| GIVEN MATERIAL |
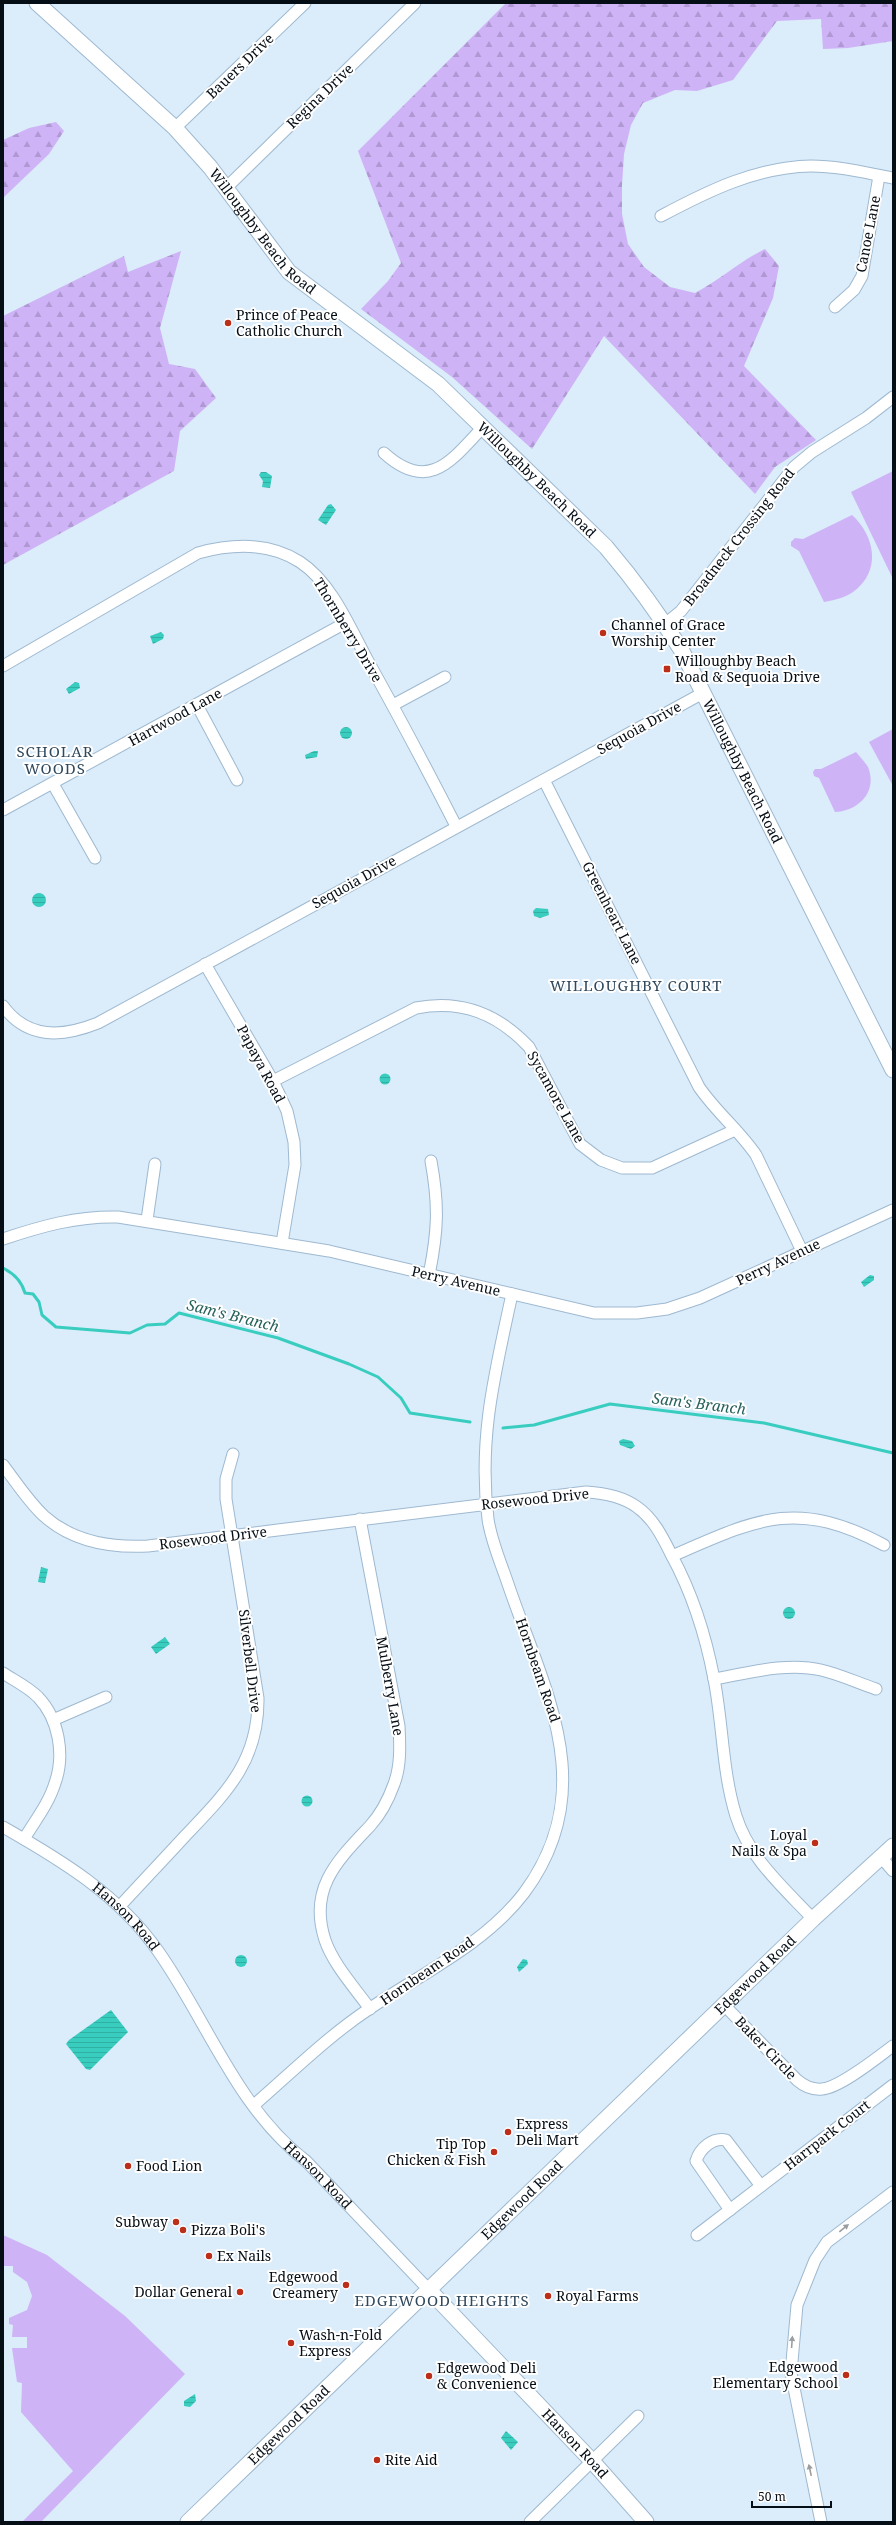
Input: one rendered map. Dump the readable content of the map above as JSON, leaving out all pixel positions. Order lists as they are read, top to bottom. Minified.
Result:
{"streets":{"street":["Bauers Drive","Regina Drive","Willoughby Beach Road","Canoe Lane","Broadneck Crossing Road","Thornberry Drive","Hartwood Lane","Sequoia Drive","Greenheart Lane","Papaya Road","Sycamore Lane","Perry Avenue","Rosewood Drive","Silverbell Drive","Hornbeam Road","Mulberry Lane","Hanson Road","Edgewood Road","Baker Circle","Harrpark Court"]},"crossings":[["Bauers Drive","Willoughby Beach Road"],["Regina Drive","Willoughby Beach Road"],["Willoughby Beach Road","Broadneck Crossing Road"],["Willoughby Beach Road","Sequoia Drive"],["Thornberry Drive","Hartwood Lane"],["Thornberry Drive","Sequoia Drive"],["Sequoia Drive","Greenheart Lane"],["Sequoia Drive","Papaya Road"],["Greenheart Lane","Sycamore Lane"],["Greenheart Lane","Perry Avenue"],["Papaya Road","Sycamore Lane"],["Papaya Road","Perry Avenue"],["Perry Avenue","Hornbeam Road"],["Rosewood Drive","Silverbell Drive"],["Rosewood Drive","Hornbeam Road"],["Rosewood Drive","Mulberry Lane"],["Rosewood Drive","Edgewood Road"],["Silverbell Drive","Hanson Road"],["Hornbeam Road","Mulberry Lane"],["Hornbeam Road","Hanson Road"],["Hanson Road","Edgewood Road"],["Edgewood Road","Baker Circle"]],"districts":["SCHOLAR WOODS","WILLOUGHBY COURT","EDGEWOOD HEIGHTS"],"water":["Sam's Branch"],"places":{"other":["Prince of Peace Catholic Church","Channel of Grace Worship Center","Loyal Nails & Spa","Express Deli Mart","Tip Top Chicken & Fish","Food Lion","Subway","Pizza Boli's","Ex Nails","Edgewood Creamery","Dollar General","Royal Farms","Wash-n-Fold Express","Edgewood Elementary School","Edgewood Deli & Convenience","Rite Aid"],"transit":["Willoughby Beach Road & Sequoia Drive"]},"scale_bar":"50 m"}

| TASK GOAL |
Please copy the data shown above precisely, leaving the images out.

| REPLY TO THE EXERCISE |
Input: one rendered map. Dump the readable content of the map above as JSON, leaving out all pixel positions. Order lists as they are read, top to bottom. Minified.
Result:
{"streets":{"street":["Bauers Drive","Regina Drive","Willoughby Beach Road","Canoe Lane","Broadneck Crossing Road","Thornberry Drive","Hartwood Lane","Sequoia Drive","Greenheart Lane","Papaya Road","Sycamore Lane","Perry Avenue","Rosewood Drive","Silverbell Drive","Hornbeam Road","Mulberry Lane","Hanson Road","Edgewood Road","Baker Circle","Harrpark Court"]},"crossings":[["Bauers Drive","Willoughby Beach Road"],["Regina Drive","Willoughby Beach Road"],["Willoughby Beach Road","Broadneck Crossing Road"],["Willoughby Beach Road","Sequoia Drive"],["Thornberry Drive","Hartwood Lane"],["Thornberry Drive","Sequoia Drive"],["Sequoia Drive","Greenheart Lane"],["Sequoia Drive","Papaya Road"],["Greenheart Lane","Sycamore Lane"],["Greenheart Lane","Perry Avenue"],["Papaya Road","Sycamore Lane"],["Papaya Road","Perry Avenue"],["Perry Avenue","Hornbeam Road"],["Rosewood Drive","Silverbell Drive"],["Rosewood Drive","Hornbeam Road"],["Rosewood Drive","Mulberry Lane"],["Rosewood Drive","Edgewood Road"],["Silverbell Drive","Hanson Road"],["Hornbeam Road","Mulberry Lane"],["Hornbeam Road","Hanson Road"],["Hanson Road","Edgewood Road"],["Edgewood Road","Baker Circle"]],"districts":["SCHOLAR WOODS","WILLOUGHBY COURT","EDGEWOOD HEIGHTS"],"water":["Sam's Branch"],"places":{"other":["Prince of Peace Catholic Church","Channel of Grace Worship Center","Loyal Nails & Spa","Express Deli Mart","Tip Top Chicken & Fish","Food Lion","Subway","Pizza Boli's","Ex Nails","Edgewood Creamery","Dollar General","Royal Farms","Wash-n-Fold Express","Edgewood Elementary School","Edgewood Deli & Convenience","Rite Aid"],"transit":["Willoughby Beach Road & Sequoia Drive"]},"scale_bar":"50 m"}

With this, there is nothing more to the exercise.